Dataset entries:
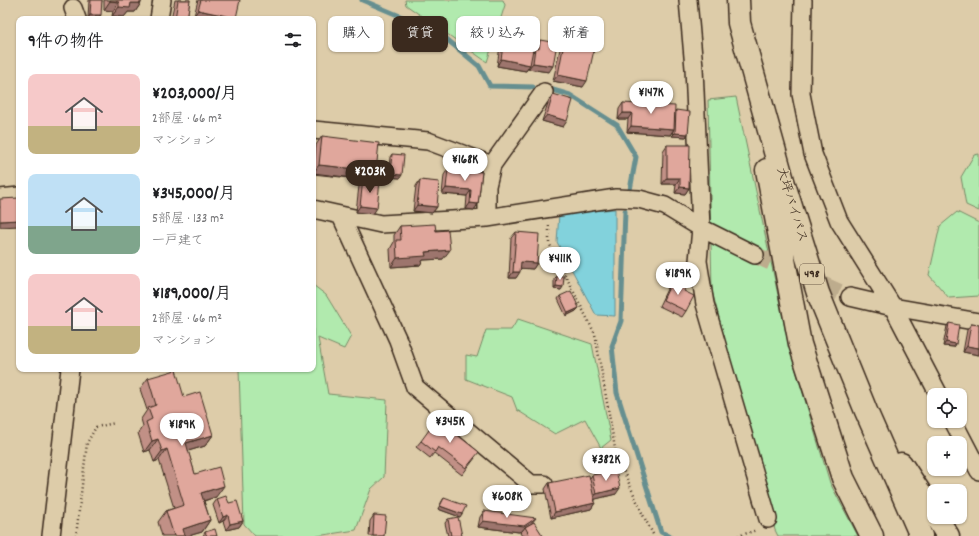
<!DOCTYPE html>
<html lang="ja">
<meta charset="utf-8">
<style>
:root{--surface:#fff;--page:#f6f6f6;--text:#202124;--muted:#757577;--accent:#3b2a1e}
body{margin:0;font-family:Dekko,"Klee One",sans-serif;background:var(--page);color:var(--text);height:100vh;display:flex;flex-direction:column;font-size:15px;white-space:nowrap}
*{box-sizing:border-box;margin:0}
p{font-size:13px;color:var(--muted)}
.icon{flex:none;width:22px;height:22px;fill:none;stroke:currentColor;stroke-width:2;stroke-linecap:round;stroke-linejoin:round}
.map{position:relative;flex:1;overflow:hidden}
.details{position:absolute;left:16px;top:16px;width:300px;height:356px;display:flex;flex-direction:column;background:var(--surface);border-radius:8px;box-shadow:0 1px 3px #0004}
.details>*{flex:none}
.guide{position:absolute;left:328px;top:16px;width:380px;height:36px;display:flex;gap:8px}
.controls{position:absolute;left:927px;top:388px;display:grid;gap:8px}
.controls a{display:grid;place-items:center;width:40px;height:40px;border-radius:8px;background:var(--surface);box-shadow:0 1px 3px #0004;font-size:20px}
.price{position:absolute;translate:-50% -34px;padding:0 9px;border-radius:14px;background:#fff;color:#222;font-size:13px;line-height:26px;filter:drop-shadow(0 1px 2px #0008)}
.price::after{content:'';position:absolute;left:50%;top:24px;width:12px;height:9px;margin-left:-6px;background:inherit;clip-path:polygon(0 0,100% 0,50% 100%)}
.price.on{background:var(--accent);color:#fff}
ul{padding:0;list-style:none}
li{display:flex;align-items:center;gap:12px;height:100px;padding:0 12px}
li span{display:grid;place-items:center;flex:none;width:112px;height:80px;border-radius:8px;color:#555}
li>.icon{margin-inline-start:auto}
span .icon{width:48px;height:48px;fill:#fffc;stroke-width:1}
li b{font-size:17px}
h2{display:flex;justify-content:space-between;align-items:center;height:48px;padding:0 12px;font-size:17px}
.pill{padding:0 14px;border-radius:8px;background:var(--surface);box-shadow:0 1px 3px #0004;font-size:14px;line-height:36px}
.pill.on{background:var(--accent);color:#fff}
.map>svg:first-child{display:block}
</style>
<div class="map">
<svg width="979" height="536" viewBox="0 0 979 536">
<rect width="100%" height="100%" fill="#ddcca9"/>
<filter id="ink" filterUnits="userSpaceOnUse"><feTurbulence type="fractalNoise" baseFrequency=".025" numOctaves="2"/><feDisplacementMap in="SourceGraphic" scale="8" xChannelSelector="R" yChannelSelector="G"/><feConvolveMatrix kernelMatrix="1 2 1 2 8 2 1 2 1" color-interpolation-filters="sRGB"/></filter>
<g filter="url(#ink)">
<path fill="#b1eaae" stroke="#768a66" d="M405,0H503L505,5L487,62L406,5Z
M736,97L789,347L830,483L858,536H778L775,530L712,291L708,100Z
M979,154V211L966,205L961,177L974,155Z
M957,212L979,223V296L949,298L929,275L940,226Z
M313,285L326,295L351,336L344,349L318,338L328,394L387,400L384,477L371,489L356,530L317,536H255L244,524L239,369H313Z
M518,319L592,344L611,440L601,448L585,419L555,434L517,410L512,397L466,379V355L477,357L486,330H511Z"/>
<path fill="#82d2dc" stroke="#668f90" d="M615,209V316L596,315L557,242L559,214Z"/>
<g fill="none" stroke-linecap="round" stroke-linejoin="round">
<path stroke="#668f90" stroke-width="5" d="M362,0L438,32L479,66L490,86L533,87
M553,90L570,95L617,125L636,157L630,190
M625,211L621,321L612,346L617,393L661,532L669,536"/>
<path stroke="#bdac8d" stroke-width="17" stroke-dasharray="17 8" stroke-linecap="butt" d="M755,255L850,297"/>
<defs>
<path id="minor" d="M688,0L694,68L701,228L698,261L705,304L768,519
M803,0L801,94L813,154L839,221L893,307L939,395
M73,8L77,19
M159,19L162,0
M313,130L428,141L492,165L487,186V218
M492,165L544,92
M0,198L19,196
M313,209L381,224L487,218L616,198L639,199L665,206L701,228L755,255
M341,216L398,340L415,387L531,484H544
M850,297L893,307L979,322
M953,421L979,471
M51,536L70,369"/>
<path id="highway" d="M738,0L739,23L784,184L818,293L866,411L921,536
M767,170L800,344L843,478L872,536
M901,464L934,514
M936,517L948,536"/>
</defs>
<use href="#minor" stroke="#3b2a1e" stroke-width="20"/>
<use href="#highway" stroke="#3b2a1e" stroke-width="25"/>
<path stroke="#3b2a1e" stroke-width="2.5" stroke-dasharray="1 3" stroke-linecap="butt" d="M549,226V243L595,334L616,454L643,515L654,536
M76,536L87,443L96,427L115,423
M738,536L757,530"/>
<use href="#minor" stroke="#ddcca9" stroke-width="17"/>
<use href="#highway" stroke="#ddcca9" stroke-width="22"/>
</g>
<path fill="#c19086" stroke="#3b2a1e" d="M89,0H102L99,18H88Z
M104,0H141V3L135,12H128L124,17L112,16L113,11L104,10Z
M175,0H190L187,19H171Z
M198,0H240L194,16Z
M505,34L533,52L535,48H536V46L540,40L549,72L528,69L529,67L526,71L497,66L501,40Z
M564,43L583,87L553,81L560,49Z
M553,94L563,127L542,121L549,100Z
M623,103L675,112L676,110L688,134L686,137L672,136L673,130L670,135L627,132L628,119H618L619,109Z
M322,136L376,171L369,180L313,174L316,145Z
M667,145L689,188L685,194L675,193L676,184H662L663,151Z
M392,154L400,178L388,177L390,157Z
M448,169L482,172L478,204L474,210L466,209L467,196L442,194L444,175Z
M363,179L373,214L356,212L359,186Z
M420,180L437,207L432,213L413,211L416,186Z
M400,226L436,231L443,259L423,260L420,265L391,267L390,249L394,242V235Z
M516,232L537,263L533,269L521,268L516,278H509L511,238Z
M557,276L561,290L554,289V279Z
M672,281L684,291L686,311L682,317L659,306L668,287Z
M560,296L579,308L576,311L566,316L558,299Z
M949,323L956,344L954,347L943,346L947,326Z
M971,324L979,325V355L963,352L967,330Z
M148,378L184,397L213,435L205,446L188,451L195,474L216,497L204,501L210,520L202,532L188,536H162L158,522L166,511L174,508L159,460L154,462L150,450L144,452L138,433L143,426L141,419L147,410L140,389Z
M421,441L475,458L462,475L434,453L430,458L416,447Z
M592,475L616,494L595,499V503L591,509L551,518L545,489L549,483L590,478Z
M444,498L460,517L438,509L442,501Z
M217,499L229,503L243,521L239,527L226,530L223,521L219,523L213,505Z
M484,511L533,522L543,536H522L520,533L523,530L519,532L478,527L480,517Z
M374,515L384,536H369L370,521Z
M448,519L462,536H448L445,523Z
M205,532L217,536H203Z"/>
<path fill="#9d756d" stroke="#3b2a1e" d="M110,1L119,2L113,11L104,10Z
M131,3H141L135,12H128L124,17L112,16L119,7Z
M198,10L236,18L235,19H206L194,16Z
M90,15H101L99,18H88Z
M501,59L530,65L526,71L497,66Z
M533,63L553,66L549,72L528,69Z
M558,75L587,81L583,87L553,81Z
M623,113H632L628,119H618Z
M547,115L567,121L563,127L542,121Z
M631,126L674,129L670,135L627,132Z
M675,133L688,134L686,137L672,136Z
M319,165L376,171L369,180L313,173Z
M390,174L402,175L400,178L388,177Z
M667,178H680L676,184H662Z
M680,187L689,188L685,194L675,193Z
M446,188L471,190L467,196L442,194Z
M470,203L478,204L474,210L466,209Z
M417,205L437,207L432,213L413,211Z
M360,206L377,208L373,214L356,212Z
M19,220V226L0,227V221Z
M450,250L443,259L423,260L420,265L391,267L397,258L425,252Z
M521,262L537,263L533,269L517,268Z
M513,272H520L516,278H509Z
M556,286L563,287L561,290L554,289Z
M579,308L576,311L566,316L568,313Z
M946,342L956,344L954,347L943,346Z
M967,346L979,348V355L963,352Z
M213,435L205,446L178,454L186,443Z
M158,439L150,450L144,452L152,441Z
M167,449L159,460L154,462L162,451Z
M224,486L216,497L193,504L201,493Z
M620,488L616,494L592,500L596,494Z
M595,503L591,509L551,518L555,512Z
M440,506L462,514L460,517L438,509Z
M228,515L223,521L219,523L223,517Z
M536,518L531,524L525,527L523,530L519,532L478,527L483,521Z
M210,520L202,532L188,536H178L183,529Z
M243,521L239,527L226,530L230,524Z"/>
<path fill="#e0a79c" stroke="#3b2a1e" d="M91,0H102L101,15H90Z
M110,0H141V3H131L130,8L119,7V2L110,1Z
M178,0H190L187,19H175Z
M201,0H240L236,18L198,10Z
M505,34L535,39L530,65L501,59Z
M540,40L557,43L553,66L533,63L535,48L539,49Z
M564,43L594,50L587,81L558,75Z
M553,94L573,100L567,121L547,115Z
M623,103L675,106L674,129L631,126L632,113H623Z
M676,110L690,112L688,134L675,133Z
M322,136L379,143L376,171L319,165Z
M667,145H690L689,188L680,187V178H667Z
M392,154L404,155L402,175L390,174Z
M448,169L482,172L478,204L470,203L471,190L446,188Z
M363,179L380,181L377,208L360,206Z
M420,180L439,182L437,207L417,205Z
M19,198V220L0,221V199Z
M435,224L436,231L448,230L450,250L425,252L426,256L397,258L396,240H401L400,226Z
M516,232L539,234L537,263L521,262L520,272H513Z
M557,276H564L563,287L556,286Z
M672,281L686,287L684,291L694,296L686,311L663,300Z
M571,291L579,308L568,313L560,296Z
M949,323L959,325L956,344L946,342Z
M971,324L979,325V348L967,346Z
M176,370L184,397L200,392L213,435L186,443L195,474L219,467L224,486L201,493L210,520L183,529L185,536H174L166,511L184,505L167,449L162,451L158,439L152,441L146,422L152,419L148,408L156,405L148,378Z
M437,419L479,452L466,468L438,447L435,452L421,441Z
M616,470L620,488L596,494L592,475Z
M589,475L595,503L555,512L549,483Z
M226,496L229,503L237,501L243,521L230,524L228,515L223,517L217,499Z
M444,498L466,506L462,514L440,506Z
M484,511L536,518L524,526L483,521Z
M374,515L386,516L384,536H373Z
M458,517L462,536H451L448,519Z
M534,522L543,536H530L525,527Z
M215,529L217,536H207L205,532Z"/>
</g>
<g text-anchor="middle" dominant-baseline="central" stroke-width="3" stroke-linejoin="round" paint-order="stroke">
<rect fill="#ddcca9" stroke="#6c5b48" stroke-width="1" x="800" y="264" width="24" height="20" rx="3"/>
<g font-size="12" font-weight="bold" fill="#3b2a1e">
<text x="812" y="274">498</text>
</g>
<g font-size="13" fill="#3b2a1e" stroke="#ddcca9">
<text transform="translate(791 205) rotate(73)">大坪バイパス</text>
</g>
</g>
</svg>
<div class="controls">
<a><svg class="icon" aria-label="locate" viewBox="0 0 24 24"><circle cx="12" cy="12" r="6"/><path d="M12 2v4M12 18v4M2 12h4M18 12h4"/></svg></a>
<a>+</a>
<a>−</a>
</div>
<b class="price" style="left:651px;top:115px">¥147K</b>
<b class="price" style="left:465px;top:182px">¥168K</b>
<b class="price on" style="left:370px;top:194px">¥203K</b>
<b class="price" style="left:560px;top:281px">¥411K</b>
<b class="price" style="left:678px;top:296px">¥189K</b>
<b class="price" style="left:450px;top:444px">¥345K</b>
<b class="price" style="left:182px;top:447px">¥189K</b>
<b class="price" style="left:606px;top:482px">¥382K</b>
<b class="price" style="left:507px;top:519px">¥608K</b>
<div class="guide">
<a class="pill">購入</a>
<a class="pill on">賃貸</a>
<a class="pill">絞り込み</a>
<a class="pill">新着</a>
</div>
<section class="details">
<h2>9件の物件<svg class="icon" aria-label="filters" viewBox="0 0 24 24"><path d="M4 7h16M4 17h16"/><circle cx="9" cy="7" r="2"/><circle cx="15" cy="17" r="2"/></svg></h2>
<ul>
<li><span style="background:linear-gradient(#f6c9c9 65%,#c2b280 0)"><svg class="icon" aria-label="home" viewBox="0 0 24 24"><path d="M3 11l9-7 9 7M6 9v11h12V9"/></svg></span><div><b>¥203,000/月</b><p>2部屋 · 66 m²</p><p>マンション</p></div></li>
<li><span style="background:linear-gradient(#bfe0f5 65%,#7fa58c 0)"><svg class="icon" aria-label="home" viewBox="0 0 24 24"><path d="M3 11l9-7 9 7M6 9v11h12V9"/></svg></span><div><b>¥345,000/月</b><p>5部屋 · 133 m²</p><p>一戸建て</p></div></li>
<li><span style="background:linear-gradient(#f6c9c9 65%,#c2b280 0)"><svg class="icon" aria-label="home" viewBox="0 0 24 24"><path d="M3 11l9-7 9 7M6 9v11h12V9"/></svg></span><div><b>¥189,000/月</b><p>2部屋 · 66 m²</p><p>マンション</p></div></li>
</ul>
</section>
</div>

TASK TO COMPLETE: Extract from the records above the lines from the one containing "M667,178H680L676,184H662Z" to the one containing "M534,522L543,536H530L525,527Z", both lines included, exactly as they appear and with nothing else.

ANSWER SECTION:
M667,178H680L676,184H662Z
M680,187L689,188L685,194L675,193Z
M446,188L471,190L467,196L442,194Z
M470,203L478,204L474,210L466,209Z
M417,205L437,207L432,213L413,211Z
M360,206L377,208L373,214L356,212Z
M19,220V226L0,227V221Z
M450,250L443,259L423,260L420,265L391,267L397,258L425,252Z
M521,262L537,263L533,269L517,268Z
M513,272H520L516,278H509Z
M556,286L563,287L561,290L554,289Z
M579,308L576,311L566,316L568,313Z
M946,342L956,344L954,347L943,346Z
M967,346L979,348V355L963,352Z
M213,435L205,446L178,454L186,443Z
M158,439L150,450L144,452L152,441Z
M167,449L159,460L154,462L162,451Z
M224,486L216,497L193,504L201,493Z
M620,488L616,494L592,500L596,494Z
M595,503L591,509L551,518L555,512Z
M440,506L462,514L460,517L438,509Z
M228,515L223,521L219,523L223,517Z
M536,518L531,524L525,527L523,530L519,532L478,527L483,521Z
M210,520L202,532L188,536H178L183,529Z
M243,521L239,527L226,530L230,524Z"/>
<path fill="#e0a79c" stroke="#3b2a1e" d="M91,0H102L101,15H90Z
M110,0H141V3H131L130,8L119,7V2L110,1Z
M178,0H190L187,19H175Z
M201,0H240L236,18L198,10Z
M505,34L535,39L530,65L501,59Z
M540,40L557,43L553,66L533,63L535,48L539,49Z
M564,43L594,50L587,81L558,75Z
M553,94L573,100L567,121L547,115Z
M623,103L675,106L674,129L631,126L632,113H623Z
M676,110L690,112L688,134L675,133Z
M322,136L379,143L376,171L319,165Z
M667,145H690L689,188L680,187V178H667Z
M392,154L404,155L402,175L390,174Z
M448,169L482,172L478,204L470,203L471,190L446,188Z
M363,179L380,181L377,208L360,206Z
M420,180L439,182L437,207L417,205Z
M19,198V220L0,221V199Z
M435,224L436,231L448,230L450,250L425,252L426,256L397,258L396,240H401L400,226Z
M516,232L539,234L537,263L521,262L520,272H513Z
M557,276H564L563,287L556,286Z
M672,281L686,287L684,291L694,296L686,311L663,300Z
M571,291L579,308L568,313L560,296Z
M949,323L959,325L956,344L946,342Z
M971,324L979,325V348L967,346Z
M176,370L184,397L200,392L213,435L186,443L195,474L219,467L224,486L201,493L210,520L183,529L185,536H174L166,511L184,505L167,449L162,451L158,439L152,441L146,422L152,419L148,408L156,405L148,378Z
M437,419L479,452L466,468L438,447L435,452L421,441Z
M616,470L620,488L596,494L592,475Z
M589,475L595,503L555,512L549,483Z
M226,496L229,503L237,501L243,521L230,524L228,515L223,517L217,499Z
M444,498L466,506L462,514L440,506Z
M484,511L536,518L524,526L483,521Z
M374,515L386,516L384,536H373Z
M458,517L462,536H451L448,519Z
M534,522L543,536H530L525,527Z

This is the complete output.